__Work to be completed__:
Look through the entries below and count the lines with the word "canvas" in them; give only the number.

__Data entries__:
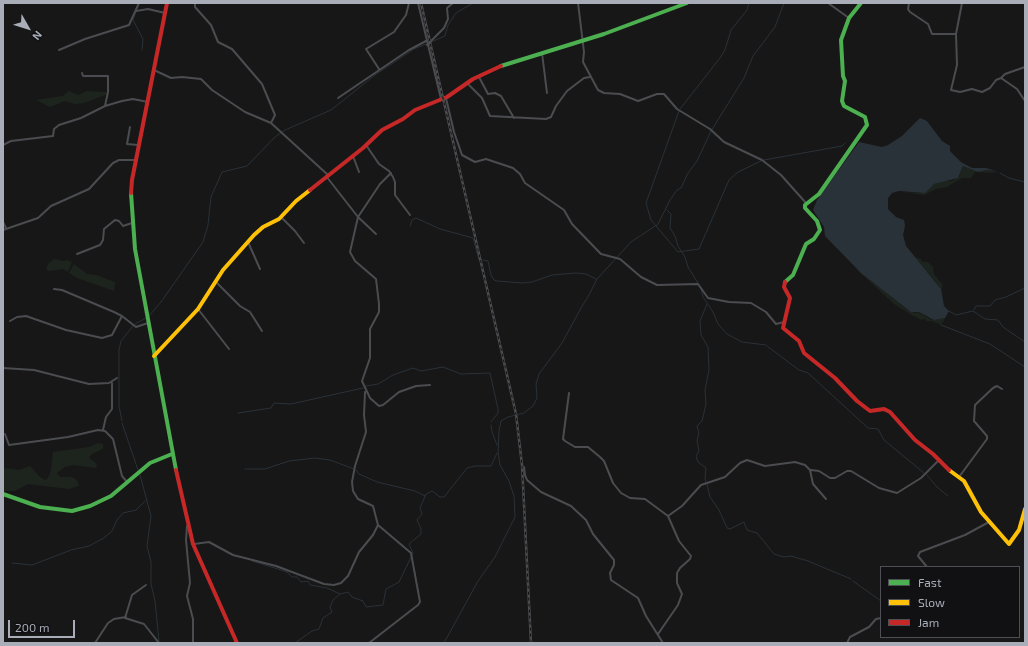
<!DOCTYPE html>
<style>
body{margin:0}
#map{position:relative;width:1028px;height:646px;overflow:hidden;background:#171717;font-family:"Exo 2",sans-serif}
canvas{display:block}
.frame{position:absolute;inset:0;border:4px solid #a8adb8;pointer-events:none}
.legend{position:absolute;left:880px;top:566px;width:140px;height:72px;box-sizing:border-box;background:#111113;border:1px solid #4d4f55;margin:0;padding:5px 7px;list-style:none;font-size:12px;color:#a8adb8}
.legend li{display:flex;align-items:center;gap:8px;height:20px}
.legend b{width:20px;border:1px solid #4d4f55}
.north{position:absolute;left:8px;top:8px;width:40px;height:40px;-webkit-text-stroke:3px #111113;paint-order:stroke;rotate:129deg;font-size:11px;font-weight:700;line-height:16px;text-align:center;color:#a8adb8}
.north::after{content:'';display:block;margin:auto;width:14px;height:18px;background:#a8adb8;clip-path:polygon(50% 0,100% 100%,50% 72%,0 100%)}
.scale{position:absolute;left:8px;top:620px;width:67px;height:18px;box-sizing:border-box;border:2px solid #a8adb8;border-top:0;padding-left:5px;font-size:12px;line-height:14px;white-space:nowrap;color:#a8adb8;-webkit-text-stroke:3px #111113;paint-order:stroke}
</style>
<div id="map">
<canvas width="1028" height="646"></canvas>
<div class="frame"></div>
<ul class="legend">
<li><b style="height:5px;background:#4caf50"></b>Fast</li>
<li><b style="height:5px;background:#ffc107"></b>Slow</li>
<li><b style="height:5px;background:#c62828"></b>Jam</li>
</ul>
<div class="north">N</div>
<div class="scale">200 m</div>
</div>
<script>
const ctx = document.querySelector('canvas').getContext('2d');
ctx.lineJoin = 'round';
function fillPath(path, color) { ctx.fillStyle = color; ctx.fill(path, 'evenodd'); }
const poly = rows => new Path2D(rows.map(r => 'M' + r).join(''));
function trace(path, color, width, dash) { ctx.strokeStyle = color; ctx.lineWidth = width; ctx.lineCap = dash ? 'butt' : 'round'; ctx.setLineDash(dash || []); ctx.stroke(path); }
fillPath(poly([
 [69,91,78,95,87,91,106,92,108,94,84,103,75,104,65,101,50,107,36,100,63,96],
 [963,166,978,172,987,170,997,173,975,172,971,178,962,178,947,187,936,189,924,195,902,192,920,193,934,184,944,181,952,181,959,177],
 [915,257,921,259,922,262,928,262,933,267,934,274,943,285,940,293,941,290,936,282],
 [54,259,64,261,67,260,72,262,68,272,63,269,49,271,46,269,48,264],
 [74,264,87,274,96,275,115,282,114,291,77,278,69,273],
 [855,268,908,310,915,313,918,312,932,320,945,318,944,320,941,325,932,321,927,321,925,319,921,320,910,314,894,304],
 [98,443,103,444,103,449,92,454,89,458,97,464,96,468,73,465,65,467,57,473,60,477,71,477,76,479,79,485,78,486,69,489,28,484,15,491,3,491,3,468,19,470,30,466,39,476,45,480,48,478,51,470,53,452,89,447]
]), '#1d241e');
fillPath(poly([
 [920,118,927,121,942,141,950,146,950,151,961,162,972,168,986,168,998,172,987,170,978,172,963,166,958,178,934,184,925,193,899,191,892,193,888,198,888,209,896,217,904,220,905,226,903,235,906,246,941,289,944,306,949,311,945,318,934,320,919,312,911,312,861,273,825,236,824,227,813,210,817,200,859,142,882,147,888,145,902,136]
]), '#2a3239');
trace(poly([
 [136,12,133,20,143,39,142,50],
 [431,42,445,36,448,25,456,13,473,3],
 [680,109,720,58,725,50,731,30,747,10,749,3],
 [679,111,646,203,651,220,678,252,699,249,729,180,738,172,761,161],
 [764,160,842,146,845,143],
 [1000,173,1009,178,1025,182],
 [667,210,671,214,670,228,675,236,678,246,685,257,688,267,698,283],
 [410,226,412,220,416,218,440,229,473,238,479,260],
 [483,260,488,261,491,275,494,280,497,281,523,283,532,282,552,275,576,273,586,274,596,279],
 [701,289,703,297,713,312,718,324,727,334,742,342,766,345],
 [974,310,976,306,990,306,995,300,1006,297,1025,288],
 [949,311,956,315,973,311,985,319,998,320,1003,327,1025,342],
 [149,316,161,302,203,242,208,225,211,197,222,172,247,166,275,137,285,130,331,110,375,75,414,49,426,44],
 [135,324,146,318],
 [941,325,990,344,1025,367],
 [767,346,799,370,808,373,868,428,878,429,884,440,924,473],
 [366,386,378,384,393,375,413,368,421,371,443,367,461,374,490,373,498,409,498,413,491,422],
 [238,413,271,408,274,403,291,404,363,388],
 [122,421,119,406,119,350,121,341,133,326],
 [122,423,138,470],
 [491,425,492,432,497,445],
 [245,469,265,469,289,461,315,458,330,460,354,469],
 [356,470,359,474,377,482,415,491,425,496],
 [140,475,151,516,147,546,151,562,151,584,155,601,159,641],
 [927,475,937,487,948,496],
 [706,482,705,478,706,468,698,462,696,456,699,451,697,440,699,433,697,426,702,421,706,404,705,390,709,370,708,347,701,335,700,321,707,304],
 [707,484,710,497,719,510,727,528,730,529,744,522,747,530,757,533,774,554,784,557,791,556,808,561,851,579],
 [252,561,278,569,287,572,292,577,297,577,301,582,308,581,310,585,327,588,340,594],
 [12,563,32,565,71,550,89,546,104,538,112,531,117,520,123,513,136,510,145,501],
 [853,581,881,601],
 [295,643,312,631,319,629,323,618,332,612,330,607,333,600,340,594,348,592,352,597,363,601,366,607,383,605,386,589,399,582,413,553,409,544,421,534,421,529,417,520,422,514,420,508,426,494,432,491,440,497,444,497,467,468,475,466,491,466,497,453],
 [444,643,478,581,495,557,515,517,514,496,509,481,500,465,498,452,499,431,501,421,508,417,524,413,533,406,537,398,536,384,539,374,562,343,581,308,589,295,597,279,631,242,658,224,670,200,677,190,681,188,688,173,697,161,711,131,744,78,753,56,775,27,784,3]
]), '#2a3239', 1);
trace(poly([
 [195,3,195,7,211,25,218,42,232,49,262,84,275,115,271,123],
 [418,3,441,99],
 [578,3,584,52,583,62,598,90,604,93,620,94,638,101,657,94,664,94,677,109,710,129,724,142,762,160,781,175,806,203],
 [828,3,849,18],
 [909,3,908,9,910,12,928,24,932,34,956,34],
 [962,3,956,34,957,65,951,90,960,92,972,89,982,92,990,88,996,80,1001,78,1005,74,1025,67],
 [136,11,148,9,165,13],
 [427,45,444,28,448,19,447,8,453,3],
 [59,50,85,39,129,25,139,3],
 [542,53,547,93],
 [379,69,366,49,394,32,406,15,409,3],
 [154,70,171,78,182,77,201,79,212,90,245,112,271,123,328,175],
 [82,73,83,76,108,76,108,92,105,106],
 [479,77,488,94,495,93,501,96,514,118],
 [1001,78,1017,89,1025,101],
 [467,83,482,98,490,116,546,119,551,117,556,106,567,91,584,78,590,77],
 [338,98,409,50,426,41],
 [446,98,454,132,462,155,475,162,486,159,513,168,520,174,525,183,564,210,572,224,601,254,620,259,641,277,657,285,698,284,708,298,729,302,751,303,766,312,776,324,784,322],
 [130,127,127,144,138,145],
 [3,145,11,141,53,136,54,129,59,125,81,118,105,106,122,101,133,99,148,102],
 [366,145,379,164,389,171,393,177,395,182,395,195,410,215],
 [353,156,359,172],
 [391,173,380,184,358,217,350,252,355,261,376,279,379,304,379,312,370,329,370,358,362,381,370,398,379,406,383,405,399,392,416,386,430,385],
 [326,176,358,217,376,234],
 [281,217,295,231,304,243],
 [3,222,6,228],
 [3,230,38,218,51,206,89,189,113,163,119,160,136,160],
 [248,242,260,269],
 [77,254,100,245,103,240,104,229,115,220,119,221,123,226,132,223],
 [216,282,240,306,250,312,262,331],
 [54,289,62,290,114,312,122,316,136,327,148,323],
 [198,309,229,349],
 [10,321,17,317,26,316,66,330,102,338,112,335,122,316],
 [3,368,34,370,89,384,109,383,117,378],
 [365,392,364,415,366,432,355,466,352,482,353,491,358,499,373,506,378,525,411,553,420,602,418,605,369,643],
 [569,393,563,439,565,441,575,447,588,447,600,457,604,461,613,483,621,493,630,498,645,499,668,516,679,541,691,556,690,559,680,568,677,573,677,583,682,594,678,605,658,634],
 [103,430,106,417,112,409,112,383],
 [5,434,9,445,68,437,98,430,105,431,113,439,122,476,127,482],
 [524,467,525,475,527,480,541,492,571,506,586,520,593,534,614,560,614,565,610,573,611,580,638,598,646,616,663,643],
 [811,470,819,471,830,478,835,478,847,471,851,471,879,488,897,493,921,478,939,460],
 [959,477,987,439,987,436,974,421,975,405,993,388,997,386,1002,389],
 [668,516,682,506,701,485,725,477,740,463,747,460,765,466,795,462,805,465,810,470,813,484,826,499],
 [187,526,186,540,190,583,187,596,193,619,193,643],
 [194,544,209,542,233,555,276,566,324,584,334,585,341,583,348,576,359,552,373,535,378,525],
 [927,567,918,556,920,552,965,535,989,522],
 [146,585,132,595,125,618,144,624,159,643],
 [95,643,108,623,114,619,126,617],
 [847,643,850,637,869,627,876,619,881,618]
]), '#4b4c50', 2);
trace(poly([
 [501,66,604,34,687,3],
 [131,193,135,249,176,470],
 [785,282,793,275,806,244,814,239,820,230,817,221,805,208,805,205,819,194,867,125,865,117,844,106,842,101,845,81,843,76,841,40,849,18,861,3],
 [3,494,40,507,72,511,90,506,111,496,150,463,172,454]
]), '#4caf50', 4);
trace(poly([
 [154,356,198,309,223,270,254,235,263,227,279,219,296,201,310,190],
 [949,470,964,481,981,512,1009,544,1019,530,1025,509]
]), '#ffc107', 4);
trace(poly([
 [310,190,363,148,382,130,403,119,415,110,447,97,473,79,501,66],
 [131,193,132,180,167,3],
 [785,282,784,287,790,298,783,328,799,341,804,353,835,378,857,401,870,411,884,409,890,412,915,440,933,454,949,470],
 [176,470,193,544,237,643]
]), '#c62828', 4);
const rail = poly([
 [421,3,516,414,522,465,531,643]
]);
trace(rail, '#4b4c4f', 2.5);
trace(rail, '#111113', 1, [3]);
</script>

__Solution below__:
3